> _DATA TO PROCESS_:
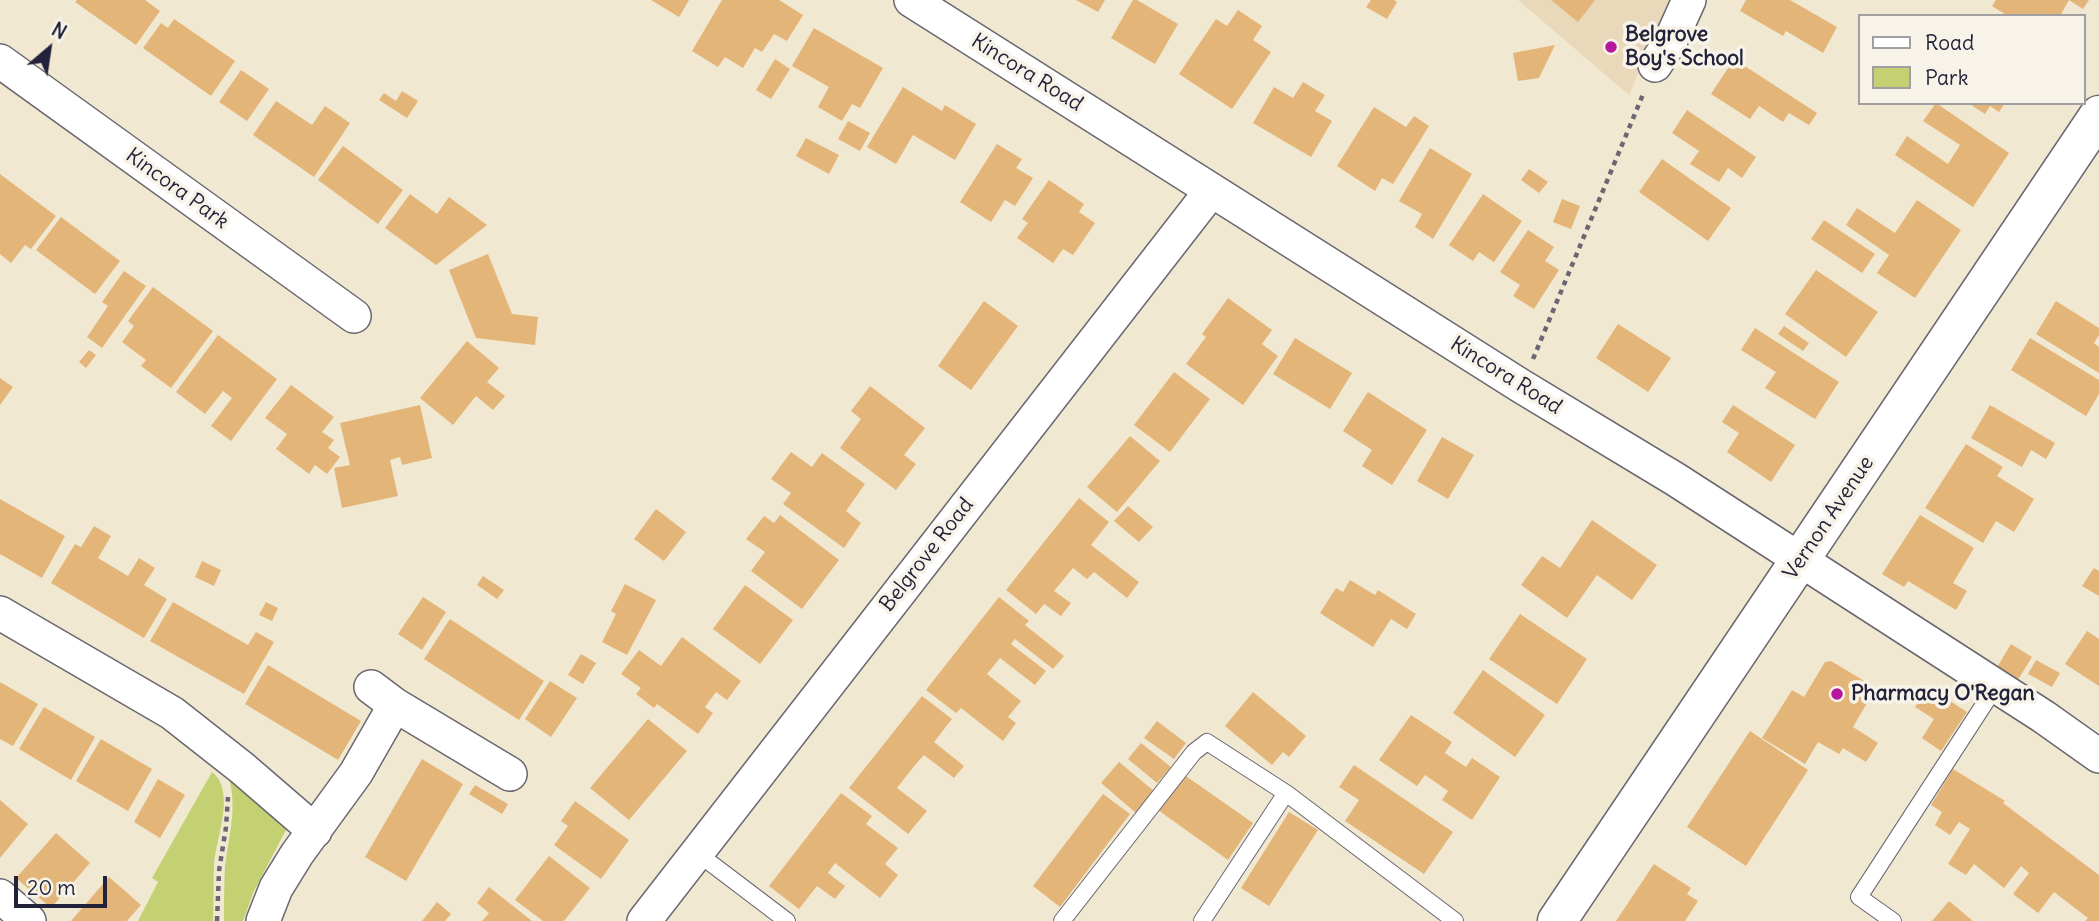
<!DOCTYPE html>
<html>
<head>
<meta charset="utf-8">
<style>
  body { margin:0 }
  #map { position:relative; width:2099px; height:921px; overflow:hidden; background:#f1e8d1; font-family:Delius,sans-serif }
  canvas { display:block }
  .legend { position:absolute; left:1858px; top:14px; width:228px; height:91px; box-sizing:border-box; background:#f7f3e8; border:2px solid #a29fa3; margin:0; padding:9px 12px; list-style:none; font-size:21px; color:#22223b }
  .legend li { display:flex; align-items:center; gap:14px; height:35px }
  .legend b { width:35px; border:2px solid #a29fa3 }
  .north { position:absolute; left:14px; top:14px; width:70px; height:70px; -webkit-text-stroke:5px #f7f3e8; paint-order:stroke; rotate:29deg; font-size:19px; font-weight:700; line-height:28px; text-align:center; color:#22223b }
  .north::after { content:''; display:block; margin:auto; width:24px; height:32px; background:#22223b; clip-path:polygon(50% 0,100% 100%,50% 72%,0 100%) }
  .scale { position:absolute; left:14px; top:876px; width:93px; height:32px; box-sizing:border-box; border:4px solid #22223b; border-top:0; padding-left:9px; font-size:21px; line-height:24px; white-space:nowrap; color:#22223b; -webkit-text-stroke:5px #f7f3e8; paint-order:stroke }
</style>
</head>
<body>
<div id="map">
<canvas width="2099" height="921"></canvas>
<ul class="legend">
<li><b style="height:9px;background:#fff"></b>Road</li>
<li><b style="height:19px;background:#c3d173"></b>Park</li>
</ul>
<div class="north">N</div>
<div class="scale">20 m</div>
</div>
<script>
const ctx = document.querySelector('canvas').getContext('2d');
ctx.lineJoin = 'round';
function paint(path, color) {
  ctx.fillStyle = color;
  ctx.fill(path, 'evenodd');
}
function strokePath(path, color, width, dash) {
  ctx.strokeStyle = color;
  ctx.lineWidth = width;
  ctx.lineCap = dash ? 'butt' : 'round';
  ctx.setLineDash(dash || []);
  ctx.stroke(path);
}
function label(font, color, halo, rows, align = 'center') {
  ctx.font = font + ' Delius,sans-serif';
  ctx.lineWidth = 7;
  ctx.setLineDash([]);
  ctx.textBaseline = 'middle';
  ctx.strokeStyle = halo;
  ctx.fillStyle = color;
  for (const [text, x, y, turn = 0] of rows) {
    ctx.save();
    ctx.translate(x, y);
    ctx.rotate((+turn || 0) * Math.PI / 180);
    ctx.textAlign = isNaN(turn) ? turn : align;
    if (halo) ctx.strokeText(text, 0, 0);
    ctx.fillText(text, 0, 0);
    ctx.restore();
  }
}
const built = new Path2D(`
  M1518,0H1670L1629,95Z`);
const green = new Path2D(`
  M212,772C237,791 215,841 214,866C213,884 214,903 213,921H138L158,882L152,878Z
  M228,775L284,823L286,830L253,893L243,921H224C224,903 224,884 225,866C229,835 238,806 228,775Z`);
const building = new Path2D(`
  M77,0H145L160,11L136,45L75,2Z
  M651,0H689L679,17Z
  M722,0H779L803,15L787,41L774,34L762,52L755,48L743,68L725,57L718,67L692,51Z
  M1076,0H1105L1098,12Z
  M1133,0H1137L1178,24L1155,64L1111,38Z
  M1371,0H1394L1397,2L1387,19L1366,7Z
  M1551,0H1595L1578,22Z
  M1746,0H1790L1837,27L1823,53L1786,31L1783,36L1740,11Z
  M1996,0H2089L2083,9L2069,0L2060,16L2047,14L2046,16H2008L1992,6Z
  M1238,10L1262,26L1253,40L1271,52L1232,109L1179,74L1216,19L1227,26Z
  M174,19L235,61L211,96L143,48L161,23L168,28Z
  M814,28L883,68L860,108L852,104L842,121L818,107L829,87L792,66Z
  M1555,45L1539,78L1518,81L1513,53Z
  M775,59L790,69L771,99L756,90Z
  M1734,59L1817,113L1809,125L1789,113L1783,122L1759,106L1750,119L1711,94Z
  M241,70L269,89L247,121L219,102Z
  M1303,82L1325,95L1315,111L1332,121L1311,157L1253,123L1274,87L1293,98Z
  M903,87L942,111L945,105L976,124L955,160L913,135L896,164L867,147Z
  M402,91L418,101L407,118L379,100L384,93L396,101Z
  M276,101L312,125L325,106L350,123L314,177L253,135Z
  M1936,103L2009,153L1973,207L1895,155L1907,136L1948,164L1960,145L1923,121Z
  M1968,103H2005L1999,112L1990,106L1985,114Z
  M1374,107L1406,127L1414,116L1429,126L1393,184L1382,178L1375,191L1337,166Z
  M1687,110L1756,157L1742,178L1728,168L1719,182L1690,164L1699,151L1672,133Z
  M848,121L870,133L860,151L838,139Z
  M806,138L839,155L829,174L796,156Z
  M997,144L1022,159L1016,168L1033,178L1015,206L1005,200L991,222L960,202Z
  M343,146L403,190L378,224L318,180Z
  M1430,148L1472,174L1433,239L1415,227L1422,214L1399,201Z
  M1662,159L1731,208L1708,241L1639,192Z
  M1529,169L1548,182L1539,193L1521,180Z
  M0,174L56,216L31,249L25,245L11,263L0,254Z
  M1049,180L1084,204L1079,212L1095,223L1073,255L1063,249L1053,263L1017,238L1028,223L1022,219Z
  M410,194L437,214L449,197L487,225L436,265L385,228Z
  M1483,194L1522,221L1494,262L1479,252L1473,261L1449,245Z
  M1562,199L1580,206L1571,229L1553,222Z
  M1917,200L1961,230L1915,298L1877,273L1889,255L1846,225L1857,208L1895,233Z
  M61,217L120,261L95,294L36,250Z
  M1824,220L1875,254L1862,273L1811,239Z
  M1528,230L1554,247L1545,261L1559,270L1534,309L1513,296L1520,285L1500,272Z
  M488,254L512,314L538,317L535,345L476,338L449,270Z
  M1816,270L1878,312L1846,357L1785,314Z
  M124,271L146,286L102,348L87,337L108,306L102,302Z
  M153,287L213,331L171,388L141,366L146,360L122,342L134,326L128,321Z
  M1228,298L1272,330L1262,344L1278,356L1243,405L1186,364L1206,337L1202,334Z
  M984,301L1018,326L971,390L938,366Z
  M2056,301L2099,328V335L2094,343L2099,347V373L2036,334Z
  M1618,324L1671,358L1648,392L1596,358Z
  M1784,326L1809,343L1803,351L1778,334Z
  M1755,328L1839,382L1815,419L1765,388L1776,372L1741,350Z
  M218,335L277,379L231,441L211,426L232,398L223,391L205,414L176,392Z
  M1295,338L1352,373L1330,409L1273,374Z
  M2030,338L2099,380V394L2086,416L2011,370Z
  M467,341L499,368L487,382L505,396L493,410L476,396L453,425L420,398Z
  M89,350L96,355L86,368L79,362Z
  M1174,372L1210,399L1170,452L1134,425Z
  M0,378L13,387L0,405Z
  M291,385L334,417L322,432L334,440L328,448L340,457L327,474L315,465L309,474L276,449L287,434L265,418Z
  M870,386L925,428L904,455L916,464L896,490L840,448L861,419L851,411Z
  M1368,392L1427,430L1392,485L1362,466L1372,450L1343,431Z
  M420,405L432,458L402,465L400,457L390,460L398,496L342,508L334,468L350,465L340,423Z
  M1733,405L1795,445L1771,482L1727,452L1739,433L1722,422Z
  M1990,405L2055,443L2046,459L2031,450L2022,467L1971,438Z
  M1130,436L1160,461L1117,512L1087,487Z
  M1442,437L1474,455L1448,499L1417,481Z
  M1966,444L2003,467L1997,476L2034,499L2014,532L1996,521L1983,543L1925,508Z
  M791,452L812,467L822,453L865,484L846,511L861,523L844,548L783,504L791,493L771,479Z
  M1079,498L1109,522L1091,545L1139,582L1127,598L1094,572L1087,579L1073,568L1054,591L1071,603L1061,616L1044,604L1036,614L1006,590Z
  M0,499L65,536L42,578L0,554Z
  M1128,506L1153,527L1139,542L1114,521Z
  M656,509L686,532L664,561L634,539Z
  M780,515L839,560L802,609L751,571L765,552L746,539L764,516L774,523Z
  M1920,515L1974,548L1953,583L1967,591L1956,610L1908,581L1904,587L1882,574Z
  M1592,520L1657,565L1632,600L1597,575L1567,618L1521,585L1542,556L1560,568Z
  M94,526L111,536L98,558L128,576L139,558L155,568L144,585L167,599L144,638L51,583L75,544L81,547Z
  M202,561L221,570L214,586L195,577Z
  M2094,568L2099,571V596L2082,586Z
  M483,576L504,590L497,599L477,585Z
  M1350,580L1375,595L1378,590L1416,614L1407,629L1391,619L1373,647L1320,613L1336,588L1343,592Z
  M625,584L656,600L627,655L602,642L616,614L611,611Z
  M745,585L793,620L760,664L713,629Z
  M423,597L446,612L422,650L398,634Z
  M999,597L1029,621L1025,625L1064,656L1053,669L1015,639L1011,644L1046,671L1035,685L1000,658L987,674L1021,701L1008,717L1016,723L1003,741L961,708L956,713L926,690Z
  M173,602L248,645L256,632L274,642L244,694L150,641Z
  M266,602L278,608L272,621L259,615Z
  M1520,614L1587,659L1557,704L1489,659Z
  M450,619L544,681L519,720L424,659Z
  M2087,631L2099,639V686L2065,664Z
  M682,637L741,681L727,700L716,692L705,707L713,713L698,734L657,704L654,708L636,694L641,688L621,674L639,650L661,666Z
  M2011,644L2032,657L2014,686L1993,674Z
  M581,654L596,663L583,684L568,675Z
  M2036,660L2060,673L2052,687L2028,674Z
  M1831,661L1876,688L1853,727L1878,743L1866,762L1843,748L1839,754L1818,742L1805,764L1762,738L1792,690L1804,697L1825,662Z
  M268,665L361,721L338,760L245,704Z
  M1483,670L1545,715L1515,757L1453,713Z
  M550,681L577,698L551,737L525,719Z
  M0,682L38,704L13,746L0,739Z
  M1928,687L1967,712L1941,751L1922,738L1934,719L1915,707Z
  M1253,692L1306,736L1289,757L1283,752L1272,765L1225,726Z
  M922,696L952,719L934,742L964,766L954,778L924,755L915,765L897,788L927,811L908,834L849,788Z
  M44,707L95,737L71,780L19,749Z
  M1411,715L1452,742L1445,753L1466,767L1472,758L1500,777L1472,820L1442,800L1448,791L1425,775L1417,786L1379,760Z
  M648,719L687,751L629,820L590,788Z
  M1157,721L1186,743L1174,759L1144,738Z
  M1750,731L1808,770L1746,866L1687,827Z
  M101,739L152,769L128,811L76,781Z
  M1141,743L1171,767L1157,783L1128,759Z
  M422,759L463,784L406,881L365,857Z
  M1119,762L1154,791L1136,813L1101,783Z
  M1354,765L1453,832L1424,874L1345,821L1359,800L1339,787Z
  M1953,769L2005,801L2003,803L2099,875V921H2085L2088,918L2054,892L2038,913L2013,894L2029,873L2021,866L2004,888L1974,864L1966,875L1948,864L1970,829L1959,822L1950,835L1935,825L1942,812L1931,805Z
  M1183,774L1253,823L1228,860L1158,810Z
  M158,779L185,795L160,838L134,822Z
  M475,785L508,804L502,814L469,794Z
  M841,793L872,816L866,824L898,848L885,864L898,875L880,898L835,863L828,873L845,886L835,899L817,886L799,909L769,886Z
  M1103,794L1130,814L1060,907L1033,886Z
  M0,800L28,824L0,858Z
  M575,801L629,840L601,879L554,845L568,826L561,821Z
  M1289,812L1318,830L1269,906L1241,888Z
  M56,833L90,863L51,908L16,878Z
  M549,856L590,888L564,921H543L515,900Z
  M1654,864L1691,888L1687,894L1698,901L1685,921H1616Z
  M109,877L141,905L127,921H71Z
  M489,887L532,921H482L489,913L477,903Z
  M1949,901L1973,921H1932Z
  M437,902L451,914L445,921H422Z`);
const path = new Path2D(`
  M1533,359L1644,92
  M217,921L219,871L226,827L228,797`);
const lane = new Path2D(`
  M696,852L787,921
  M1062,921L1194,752L1207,742L1286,793L1455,921
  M1202,921L1286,793
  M1893,921L1859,897L1996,686`);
const street = new Path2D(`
  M911,0L1521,386L1675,479L2044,717L2099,756
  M0,61L354,316
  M1655,65L1670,42L1689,0
  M0,613L172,713L242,768L315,831
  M371,687L395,705L510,774
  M0,896L29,921
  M263,921L276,888L297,854L356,773L395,705
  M644,921L1211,191`);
const secondary = new Path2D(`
  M1557,921L2099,115`);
const markers = [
  [1611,47,7,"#b5179e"],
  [1837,694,7,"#b5179e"]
];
const poiNames = [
  ["Belgrove",1625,35],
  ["Boy's School",1625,59],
  ["Pharmacy O'Regan",1851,694]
];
const streetNames = [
  ["Kincora Road",1027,73,32],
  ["Kincora Park",177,189,36],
  ["Kincora Road",1506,376,32],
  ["Vernon Avenue",1829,518,-56],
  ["Belgrove Road",927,555,-52]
];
paint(built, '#ead8ba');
paint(green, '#c3d173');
paint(building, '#e4b578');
strokePath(lane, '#6a6770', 18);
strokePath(street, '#6a6770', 36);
strokePath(secondary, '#6a6770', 41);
strokePath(path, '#6a6770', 4.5, [5, 5]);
strokePath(lane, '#fff', 16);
strokePath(street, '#fff', 33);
strokePath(secondary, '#fff', 38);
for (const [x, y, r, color] of markers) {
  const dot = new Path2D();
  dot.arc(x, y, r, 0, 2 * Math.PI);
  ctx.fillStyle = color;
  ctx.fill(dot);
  strokePath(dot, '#f7f3e8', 2.5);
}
label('bold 21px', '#22223b', '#f7f3e8', poiNames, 'left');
label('21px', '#22223b', '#f7f3e8', streetNames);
</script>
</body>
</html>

> _WHAT IS EXPECTED_: Find the string "rows" in the listing and copy every line in which it occurs.

> _ANSWER SECTION_:
function label(font, color, halo, rows, align = 'center') {
  for (const [text, x, y, turn = 0] of rows) {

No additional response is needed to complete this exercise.